Another unfolding London surprise, another little break found in the fence. If sticking around has been about anything, it’s been the attempt to somehow renew yourself in the mirrors held up by 8.5 million neighbours. Cheaper than psychotherapy and a good deal less complicated; just try to catch a glimpse of who you are in what you do.

And yet here you are, choking on your own wisdom and the gritty coffee. The sheer joy of these people. Waves of exultation sweep across the room as the stab chords of an early Noughties dance hit you vaguely recognise start to work their magic. ‘Tonight’s the Night’? ‘At Nite’? ‘Feel My Nite’? Ironically it’s only 8.11am, but look at Jim – he’s having the time of his life, a blur of diagonals in front of a girl who might have been Miss Romania. Sure beats project managing a canal-side factory in Hull.

A girl in bright red ballet clothes is excelling at hoop gymnastics to generalised whooping from the 800-plus dancers. You find yourself mesmerised – even by the standards of a city hellbent on showing off, this is leading-edge stuff.

All these years, the morning has largely remained the preserve of carbohydrates, caffeine and the raw stimulation of information.

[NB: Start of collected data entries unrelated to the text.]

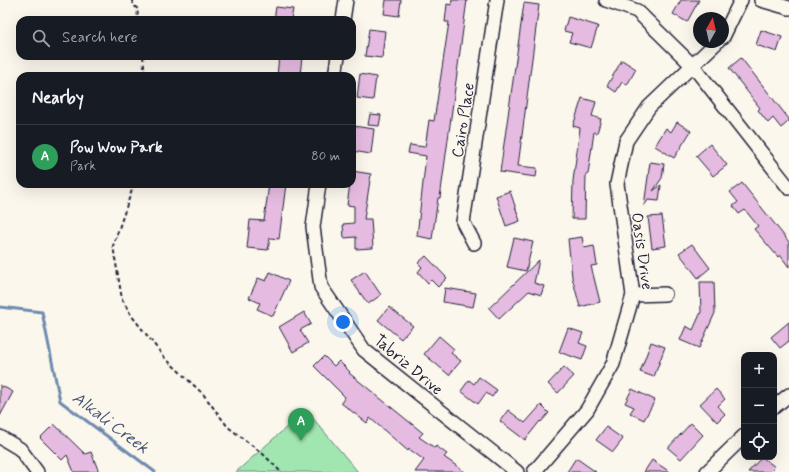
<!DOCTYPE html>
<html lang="en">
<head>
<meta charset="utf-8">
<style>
  :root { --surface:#171b24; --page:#242831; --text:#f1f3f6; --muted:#9ea1a6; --line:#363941; --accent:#db2777 }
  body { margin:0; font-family:Mynerve,sans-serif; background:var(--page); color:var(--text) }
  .controls { position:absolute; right:12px; bottom:12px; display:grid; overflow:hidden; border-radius:8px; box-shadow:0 4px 16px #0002 }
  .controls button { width:36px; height:36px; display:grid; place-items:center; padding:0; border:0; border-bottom:1px solid var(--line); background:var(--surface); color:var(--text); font:20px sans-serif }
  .compass { position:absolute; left:693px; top:12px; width:36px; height:36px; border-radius:50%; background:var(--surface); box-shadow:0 4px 16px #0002; rotate:8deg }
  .you { position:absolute; left:343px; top:322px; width:14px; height:14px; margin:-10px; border:3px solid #fff; border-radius:50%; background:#1a73e8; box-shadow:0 0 0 6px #1a73e833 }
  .badge { display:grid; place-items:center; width:26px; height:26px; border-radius:50%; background:var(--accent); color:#fff; font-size:13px; font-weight:700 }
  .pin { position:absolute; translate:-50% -33px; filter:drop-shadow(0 1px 2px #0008) }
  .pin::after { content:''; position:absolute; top:21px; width:14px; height:12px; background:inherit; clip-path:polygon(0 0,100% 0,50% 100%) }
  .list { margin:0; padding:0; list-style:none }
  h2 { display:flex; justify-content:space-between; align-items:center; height:52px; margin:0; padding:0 16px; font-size:17px }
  h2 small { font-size:13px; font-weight:400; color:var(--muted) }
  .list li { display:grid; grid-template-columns:26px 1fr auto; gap:12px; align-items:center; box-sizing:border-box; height:64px; padding:0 16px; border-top:1px solid var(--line) }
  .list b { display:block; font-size:15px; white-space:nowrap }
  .list p { margin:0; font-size:13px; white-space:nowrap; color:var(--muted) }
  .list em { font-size:13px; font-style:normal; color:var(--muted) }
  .icon { flex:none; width:22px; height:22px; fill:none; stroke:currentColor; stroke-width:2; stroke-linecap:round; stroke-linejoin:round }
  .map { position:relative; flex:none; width:789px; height:472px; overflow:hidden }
  .search { position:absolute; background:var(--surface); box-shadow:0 4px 16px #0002; left:16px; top:16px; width:340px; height:44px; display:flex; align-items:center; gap:10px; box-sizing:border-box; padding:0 14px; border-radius:12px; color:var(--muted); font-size:15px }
  .panel { position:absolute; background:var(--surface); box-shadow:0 4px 16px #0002; left:16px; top:72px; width:340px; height:116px; border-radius:12px }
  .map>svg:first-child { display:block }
  .green { fill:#a1e6b1; stroke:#628476 }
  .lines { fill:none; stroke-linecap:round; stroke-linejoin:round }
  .stream { stroke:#6d8aaf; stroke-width:3 }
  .building { fill:#e6bbe1; stroke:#22223b }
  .street-casing { stroke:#22223b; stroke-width:16 }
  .path { stroke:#22223b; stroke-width:2; stroke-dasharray:4 3; stroke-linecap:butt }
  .street { stroke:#fbf7ec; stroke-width:13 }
  .labels { text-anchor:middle; stroke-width:3; stroke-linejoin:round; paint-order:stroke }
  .street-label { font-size:16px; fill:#22223b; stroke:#fbf7ec }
  .water-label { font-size:17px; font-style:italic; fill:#485675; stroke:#fbf7ec }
</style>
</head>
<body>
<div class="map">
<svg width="789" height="472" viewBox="0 0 789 472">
  <rect width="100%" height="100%" fill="#fbf7ec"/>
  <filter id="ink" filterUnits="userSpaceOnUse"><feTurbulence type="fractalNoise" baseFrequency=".025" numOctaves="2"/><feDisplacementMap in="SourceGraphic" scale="8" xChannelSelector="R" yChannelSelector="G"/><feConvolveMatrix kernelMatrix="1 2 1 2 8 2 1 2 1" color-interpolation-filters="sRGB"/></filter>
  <g filter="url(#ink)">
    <polygon class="green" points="306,410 358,472 236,472"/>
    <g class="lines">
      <polyline class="stream" points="0,307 42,312 60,401 155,472"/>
    </g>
    <g class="building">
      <polygon points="386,0 401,0 399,16 384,14"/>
      <polygon points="452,0 467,0 440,198 438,198 432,239 417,236 426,156 408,153 410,145 425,147 429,120 434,121 449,22 445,22 447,4 451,5"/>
      <polygon points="681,0 699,0 687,22 673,14"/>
      <polygon points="524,3 539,5 518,166 537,168 536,177 500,172"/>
      <polygon points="276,7 293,9 291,20 274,20"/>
      <polygon points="568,17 598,26 591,48 569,42 572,33 564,31"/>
      <polygon points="369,29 385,31 382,58 365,56"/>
      <polygon points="761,30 782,37 777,52 756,45"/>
      <polygon points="279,56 302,56 300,76 277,76"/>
      <polygon points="741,58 789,119 789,121 781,128 773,118 768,123 758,110 760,108 729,68"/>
      <polygon points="622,60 636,69 627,85 622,82 616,92 607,86"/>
      <polygon points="360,74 376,77 373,100 357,98"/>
      <polygon points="582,98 596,102 592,116 601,119 597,133 594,132 588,174 586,174 585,219 572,219 573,181 580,128 573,126"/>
      <polygon points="370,114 381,115 379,126 368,125"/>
      <polygon points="677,122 691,131 674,158 655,146 666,128 671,132"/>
      <polygon points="353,126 374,129 371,154 352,151"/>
      <polygon points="710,144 727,165 713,176 696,156"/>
      <polygon points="650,162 664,164 662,178 653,191 661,185 659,201 648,200 644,206"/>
      <polygon points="352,171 371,174 364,219 371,219 373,248 356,249 356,237 344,238 343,224 354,223 354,206 347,205 350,184 352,184"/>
      <polygon points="742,183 789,242 789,267 780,255 778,257 754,229 758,226 745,210 739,214 733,206 738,202 730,192"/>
      <polygon points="269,184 286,184 279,239 270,238 268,250 247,248 250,220 264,221"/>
      <polygon points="510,191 520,221 506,226 496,196"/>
      <polygon points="662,216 666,246 652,248 648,217"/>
      <polygon points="582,237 584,248 594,246 597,265 591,266 600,302 580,307 572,277 568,239"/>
      <polygon points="514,238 533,242 526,271 507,267"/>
      <polygon points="692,244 710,268 698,278 679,253"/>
      <polygon points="426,256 447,278 438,287 431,280 428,283 418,272 422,267 418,263"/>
      <polygon points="539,260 534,283 544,286 541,295 529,291 499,319 489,308"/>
      <polygon points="365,271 381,295 368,304 351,280"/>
      <polygon points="270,272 289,281 273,316 257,309 260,303 249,298 258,278 266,281"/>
      <polygon points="700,282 714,282 715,313 699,348 680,340 686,326 693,330 701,312"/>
      <polygon points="445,288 476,293 473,307 443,302"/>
      <polygon points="389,307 413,326 401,339 378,320"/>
      <polygon points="304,312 311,324 300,330 308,343 293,352 279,327"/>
      <polygon points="789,322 789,341 780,348 771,337"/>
      <polygon points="568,328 583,333 579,343 587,346 582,360 559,352"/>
      <polygon points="439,336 454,349 451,353 461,361 449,375 424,354"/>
      <polygon points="651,342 665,347 654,377 640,372"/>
      <polygon points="324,356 334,366 339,361 350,372 349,373 423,433 419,437 435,448 436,446 447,454 444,457 465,472 415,472 424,460 409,449 408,451 370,418 367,423 341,403 345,397 314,366"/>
      <polygon points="564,367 574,376 558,393 548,384"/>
      <polygon points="479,377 497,390 492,397 486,393 478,404 461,391 469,380 474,384"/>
      <polygon points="0,385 13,392 0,416"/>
      <polygon points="632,389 655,400 644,420 630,413 634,407 625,403"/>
      <polygon points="716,389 725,399 718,406 725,414 717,422 700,404"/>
      <polygon points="541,405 549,413 541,422 540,421 525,440 500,421 508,410 525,423"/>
      <polygon points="691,423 703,435 681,459 668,448"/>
      <polygon points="54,424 85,454 91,452 99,472 74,472 67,455 62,460 40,438"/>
      <polygon points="606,427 623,439 613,452 596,440"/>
      <polygon points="762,457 775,467 770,472 748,472"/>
      <polygon points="576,458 596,472 567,472"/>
      <polygon points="652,460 670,472 644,472"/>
    </g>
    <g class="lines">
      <defs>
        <g id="street">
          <polyline points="606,0 637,11 694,67 789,188"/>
          <polyline points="761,0 789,8"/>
          <polyline points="343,20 346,0"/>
          <polyline points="723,37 741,0"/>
          <polyline points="335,76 338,56"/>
          <polyline points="319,184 313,227 321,287 364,350 517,472"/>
          <polyline points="474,243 463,222 497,0"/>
          <polyline points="633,295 665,294"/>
          <polyline points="774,407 789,395"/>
          <polyline points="0,437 20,449 37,472"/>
          <polyline points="534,472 587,410 613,364 633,295 617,184 626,141 649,107 717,42"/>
          <polyline points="707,472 744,436"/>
        </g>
      </defs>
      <use href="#street" class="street-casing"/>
      <g class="path">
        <polyline points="133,0 133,5 138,9 137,20"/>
        <polyline points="143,56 145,76"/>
        <polyline points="134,184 113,246 122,299 131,315 164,357 203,394 228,427 263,454 281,472"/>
      </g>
      <use href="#street" class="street"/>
    </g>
  </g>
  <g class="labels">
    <g class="street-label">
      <text transform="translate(462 120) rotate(-81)" y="6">Cairo Place</text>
      <text transform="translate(643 251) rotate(82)" y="6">Oasis Drive</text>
      <text transform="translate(409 364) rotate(40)" y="6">Tabriz Drive</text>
    </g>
    <g class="water-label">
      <text transform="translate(111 422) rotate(37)" y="6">Alkali Creek</text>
    </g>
  </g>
</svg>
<div class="controls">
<button>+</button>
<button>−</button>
<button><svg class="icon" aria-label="locate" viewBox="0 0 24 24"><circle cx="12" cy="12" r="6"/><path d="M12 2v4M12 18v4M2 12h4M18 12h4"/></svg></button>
</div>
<svg class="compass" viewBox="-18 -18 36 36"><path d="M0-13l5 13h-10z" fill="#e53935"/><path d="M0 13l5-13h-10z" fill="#9ea1a6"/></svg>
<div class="you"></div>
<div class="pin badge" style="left:301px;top:441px;background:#2e9e5b">A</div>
<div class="search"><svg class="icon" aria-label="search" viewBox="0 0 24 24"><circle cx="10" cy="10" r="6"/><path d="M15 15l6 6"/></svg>Search here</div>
<section class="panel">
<h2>Nearby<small></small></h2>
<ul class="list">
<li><span class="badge" style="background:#2e9e5b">A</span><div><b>Pow Wow Park</b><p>Park</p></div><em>80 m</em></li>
</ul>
</section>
</div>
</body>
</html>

News and fumbling, every day a chaotic curtain-raiser at best.

But sans booze and plus music, you find your body and mind are going on something of a ‘getting to re-know you’ session. How old would 20-year-old you have expected to be before reading about ‘mindful disco’? So, stillness in the grey matter, and lissom limbs hoping to gain compliments for vivacity. It shouldn’t be possible and they won’t believe you in the office, but then you work from home.